#### Exercise goal
Where "tertiary" appears in a line of the entries below, that line should be copied.

#### Input
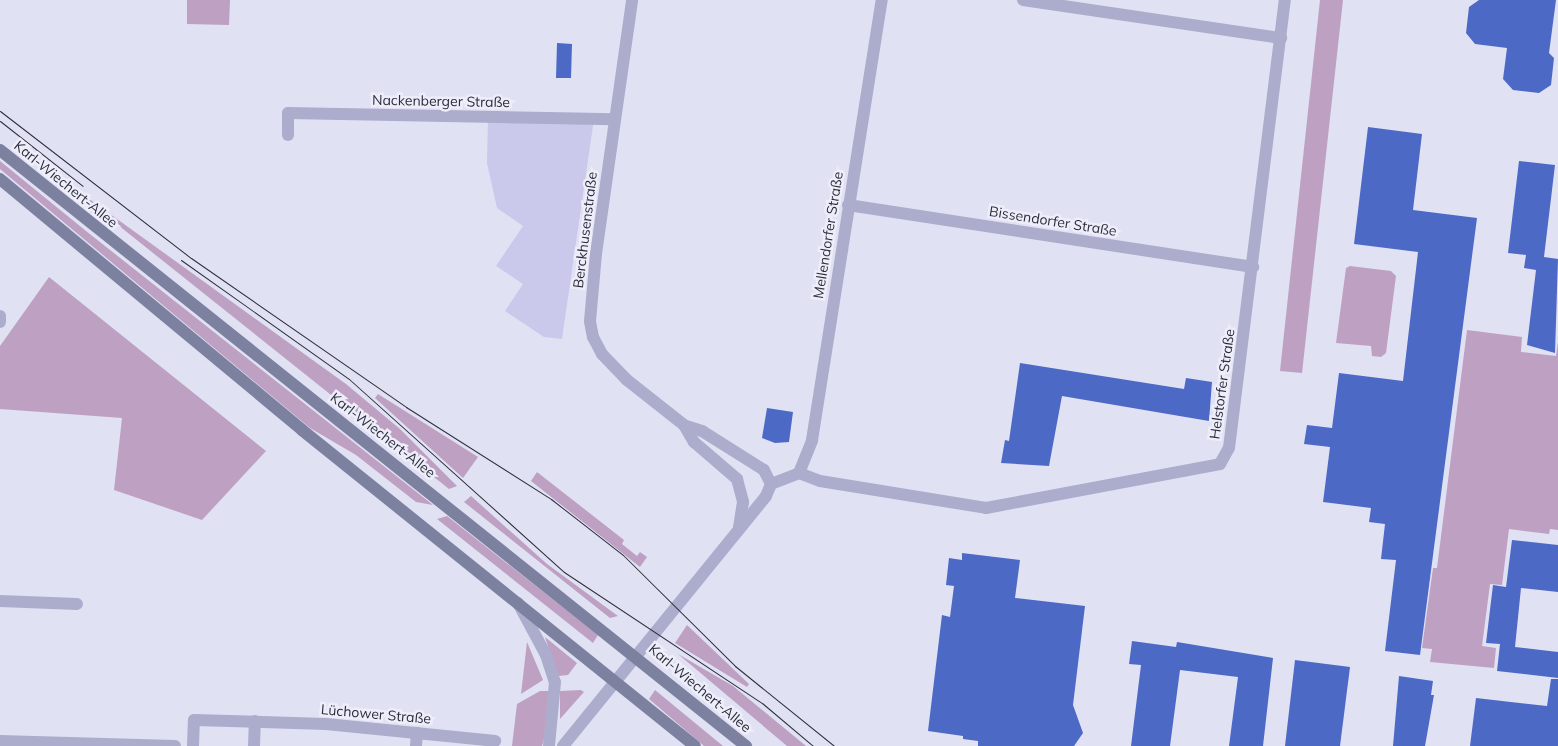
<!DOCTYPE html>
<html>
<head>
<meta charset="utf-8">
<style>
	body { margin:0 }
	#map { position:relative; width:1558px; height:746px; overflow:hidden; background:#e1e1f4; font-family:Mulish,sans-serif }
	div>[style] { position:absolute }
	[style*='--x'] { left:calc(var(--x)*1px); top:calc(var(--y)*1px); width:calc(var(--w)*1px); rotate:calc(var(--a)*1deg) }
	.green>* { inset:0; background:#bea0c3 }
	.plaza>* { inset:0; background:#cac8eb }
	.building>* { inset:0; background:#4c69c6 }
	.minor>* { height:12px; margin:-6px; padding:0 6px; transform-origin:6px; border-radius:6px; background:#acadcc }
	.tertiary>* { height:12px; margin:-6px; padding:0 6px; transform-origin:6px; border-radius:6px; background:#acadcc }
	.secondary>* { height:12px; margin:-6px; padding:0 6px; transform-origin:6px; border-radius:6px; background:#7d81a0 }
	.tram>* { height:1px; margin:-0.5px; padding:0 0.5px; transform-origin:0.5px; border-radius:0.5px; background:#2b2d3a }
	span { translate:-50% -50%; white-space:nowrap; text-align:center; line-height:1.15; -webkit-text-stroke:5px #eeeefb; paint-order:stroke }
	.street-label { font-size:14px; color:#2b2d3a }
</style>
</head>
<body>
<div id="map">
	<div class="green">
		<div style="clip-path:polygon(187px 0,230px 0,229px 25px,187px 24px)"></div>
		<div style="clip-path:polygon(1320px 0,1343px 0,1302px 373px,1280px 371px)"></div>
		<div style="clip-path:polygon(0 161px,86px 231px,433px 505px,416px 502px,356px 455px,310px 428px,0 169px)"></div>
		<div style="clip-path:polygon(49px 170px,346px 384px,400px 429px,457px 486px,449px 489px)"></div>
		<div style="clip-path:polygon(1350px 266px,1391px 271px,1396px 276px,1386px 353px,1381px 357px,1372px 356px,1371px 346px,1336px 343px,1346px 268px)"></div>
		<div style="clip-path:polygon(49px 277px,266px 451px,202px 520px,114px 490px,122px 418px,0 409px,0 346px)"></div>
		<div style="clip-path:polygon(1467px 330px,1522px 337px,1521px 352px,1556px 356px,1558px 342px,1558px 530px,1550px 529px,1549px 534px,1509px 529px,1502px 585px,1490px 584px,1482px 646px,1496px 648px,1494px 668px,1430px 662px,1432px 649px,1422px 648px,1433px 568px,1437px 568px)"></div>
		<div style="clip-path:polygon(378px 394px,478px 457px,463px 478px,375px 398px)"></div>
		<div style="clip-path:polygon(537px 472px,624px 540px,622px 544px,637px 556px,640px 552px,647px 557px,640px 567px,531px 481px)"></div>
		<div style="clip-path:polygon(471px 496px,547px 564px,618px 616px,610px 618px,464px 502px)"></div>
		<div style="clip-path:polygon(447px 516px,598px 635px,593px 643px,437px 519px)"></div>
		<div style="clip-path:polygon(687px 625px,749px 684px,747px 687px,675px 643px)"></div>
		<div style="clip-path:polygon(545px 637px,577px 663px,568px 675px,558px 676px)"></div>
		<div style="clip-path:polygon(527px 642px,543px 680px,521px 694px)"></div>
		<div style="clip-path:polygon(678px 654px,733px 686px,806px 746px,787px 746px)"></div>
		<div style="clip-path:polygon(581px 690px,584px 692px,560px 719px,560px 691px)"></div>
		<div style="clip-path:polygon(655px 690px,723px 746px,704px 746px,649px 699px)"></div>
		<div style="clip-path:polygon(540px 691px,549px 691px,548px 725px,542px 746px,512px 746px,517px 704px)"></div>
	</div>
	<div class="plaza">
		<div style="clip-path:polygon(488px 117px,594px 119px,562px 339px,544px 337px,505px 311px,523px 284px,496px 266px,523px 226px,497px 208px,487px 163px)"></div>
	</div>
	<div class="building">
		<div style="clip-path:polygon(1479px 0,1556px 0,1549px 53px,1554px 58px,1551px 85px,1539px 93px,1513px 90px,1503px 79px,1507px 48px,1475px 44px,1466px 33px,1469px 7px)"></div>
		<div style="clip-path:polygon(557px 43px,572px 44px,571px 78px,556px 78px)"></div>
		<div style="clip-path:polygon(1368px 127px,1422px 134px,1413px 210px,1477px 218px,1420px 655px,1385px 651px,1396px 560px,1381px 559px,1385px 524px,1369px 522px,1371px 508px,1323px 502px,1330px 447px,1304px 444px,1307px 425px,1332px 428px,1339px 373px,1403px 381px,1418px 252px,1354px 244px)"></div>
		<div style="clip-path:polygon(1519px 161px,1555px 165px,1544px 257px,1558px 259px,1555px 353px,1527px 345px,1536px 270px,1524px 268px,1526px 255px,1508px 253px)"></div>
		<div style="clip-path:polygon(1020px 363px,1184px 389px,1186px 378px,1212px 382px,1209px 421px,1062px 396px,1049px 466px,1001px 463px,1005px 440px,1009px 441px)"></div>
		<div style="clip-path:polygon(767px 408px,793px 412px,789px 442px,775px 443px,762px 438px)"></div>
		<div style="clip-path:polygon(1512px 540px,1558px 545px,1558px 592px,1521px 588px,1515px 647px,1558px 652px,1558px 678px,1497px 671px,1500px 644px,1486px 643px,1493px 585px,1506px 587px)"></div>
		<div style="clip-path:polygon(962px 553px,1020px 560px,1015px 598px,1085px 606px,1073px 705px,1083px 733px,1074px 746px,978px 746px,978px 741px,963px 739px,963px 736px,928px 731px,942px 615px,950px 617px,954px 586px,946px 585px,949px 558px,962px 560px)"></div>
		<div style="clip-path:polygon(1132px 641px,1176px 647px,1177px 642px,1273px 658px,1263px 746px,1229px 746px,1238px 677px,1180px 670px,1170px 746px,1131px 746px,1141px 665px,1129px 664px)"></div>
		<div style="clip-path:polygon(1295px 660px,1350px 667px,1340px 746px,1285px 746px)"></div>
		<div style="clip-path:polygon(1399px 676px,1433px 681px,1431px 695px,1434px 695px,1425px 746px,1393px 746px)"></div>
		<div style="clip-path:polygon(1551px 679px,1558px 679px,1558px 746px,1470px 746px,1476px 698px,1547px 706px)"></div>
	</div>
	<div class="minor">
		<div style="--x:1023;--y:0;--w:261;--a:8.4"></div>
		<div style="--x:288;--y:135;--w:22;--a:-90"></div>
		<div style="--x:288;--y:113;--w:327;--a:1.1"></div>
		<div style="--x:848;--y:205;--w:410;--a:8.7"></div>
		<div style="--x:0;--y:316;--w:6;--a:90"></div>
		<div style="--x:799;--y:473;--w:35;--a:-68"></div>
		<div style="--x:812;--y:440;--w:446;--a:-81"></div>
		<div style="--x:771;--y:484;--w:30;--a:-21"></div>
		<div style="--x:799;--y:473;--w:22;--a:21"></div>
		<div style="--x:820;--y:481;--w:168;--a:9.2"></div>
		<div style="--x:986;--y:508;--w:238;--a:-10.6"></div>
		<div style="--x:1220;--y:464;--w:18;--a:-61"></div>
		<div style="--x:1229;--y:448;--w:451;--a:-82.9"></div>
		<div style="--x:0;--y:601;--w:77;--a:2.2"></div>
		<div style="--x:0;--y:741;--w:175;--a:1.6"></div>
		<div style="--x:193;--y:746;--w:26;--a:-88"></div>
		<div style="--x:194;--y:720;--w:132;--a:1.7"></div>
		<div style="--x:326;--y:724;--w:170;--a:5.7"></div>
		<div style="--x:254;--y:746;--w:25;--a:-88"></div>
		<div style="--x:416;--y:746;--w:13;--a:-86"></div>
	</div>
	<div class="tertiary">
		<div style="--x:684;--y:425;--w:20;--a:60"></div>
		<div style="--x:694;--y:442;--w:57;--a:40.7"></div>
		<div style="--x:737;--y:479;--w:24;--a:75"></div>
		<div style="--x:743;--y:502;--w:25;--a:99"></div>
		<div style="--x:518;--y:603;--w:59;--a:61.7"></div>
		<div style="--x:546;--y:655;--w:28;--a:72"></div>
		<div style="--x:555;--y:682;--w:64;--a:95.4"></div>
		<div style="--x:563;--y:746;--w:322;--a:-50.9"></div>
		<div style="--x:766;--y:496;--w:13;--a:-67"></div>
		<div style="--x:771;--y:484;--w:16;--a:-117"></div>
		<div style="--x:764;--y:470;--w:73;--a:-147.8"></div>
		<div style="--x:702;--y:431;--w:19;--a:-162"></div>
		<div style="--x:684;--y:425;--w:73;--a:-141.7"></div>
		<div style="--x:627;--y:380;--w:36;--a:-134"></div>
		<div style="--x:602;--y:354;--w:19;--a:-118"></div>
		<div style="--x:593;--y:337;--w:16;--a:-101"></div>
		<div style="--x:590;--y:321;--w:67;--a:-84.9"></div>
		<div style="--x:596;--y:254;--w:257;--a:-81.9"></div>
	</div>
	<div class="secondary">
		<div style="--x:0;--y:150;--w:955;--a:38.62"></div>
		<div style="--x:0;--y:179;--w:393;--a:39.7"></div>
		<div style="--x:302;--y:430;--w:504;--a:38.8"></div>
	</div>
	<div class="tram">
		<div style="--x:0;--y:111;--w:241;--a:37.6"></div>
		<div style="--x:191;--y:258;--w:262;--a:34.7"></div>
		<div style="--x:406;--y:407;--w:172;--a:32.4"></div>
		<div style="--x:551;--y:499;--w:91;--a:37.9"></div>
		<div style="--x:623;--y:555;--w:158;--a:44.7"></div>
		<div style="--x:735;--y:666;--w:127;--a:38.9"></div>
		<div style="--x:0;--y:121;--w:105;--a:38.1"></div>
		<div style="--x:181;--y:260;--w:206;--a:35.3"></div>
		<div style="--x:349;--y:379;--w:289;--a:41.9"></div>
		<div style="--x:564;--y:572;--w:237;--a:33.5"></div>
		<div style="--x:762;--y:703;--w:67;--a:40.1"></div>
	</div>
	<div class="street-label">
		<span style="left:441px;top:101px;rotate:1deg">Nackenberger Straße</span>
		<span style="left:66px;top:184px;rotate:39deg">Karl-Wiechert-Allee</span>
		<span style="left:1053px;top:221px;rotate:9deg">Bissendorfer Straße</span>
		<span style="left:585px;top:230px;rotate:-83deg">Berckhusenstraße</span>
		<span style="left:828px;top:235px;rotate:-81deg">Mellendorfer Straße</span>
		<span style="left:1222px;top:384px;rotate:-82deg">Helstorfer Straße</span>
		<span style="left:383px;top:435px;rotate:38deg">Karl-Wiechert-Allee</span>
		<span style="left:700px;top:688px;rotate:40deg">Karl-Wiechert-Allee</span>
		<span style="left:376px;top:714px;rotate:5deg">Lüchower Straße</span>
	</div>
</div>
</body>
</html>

#### Response for this exercise
	.tertiary>* { height:12px; margin:-6px; padding:0 6px; transform-origin:6px; border-radius:6px; background:#acadcc }
	<div class="tertiary">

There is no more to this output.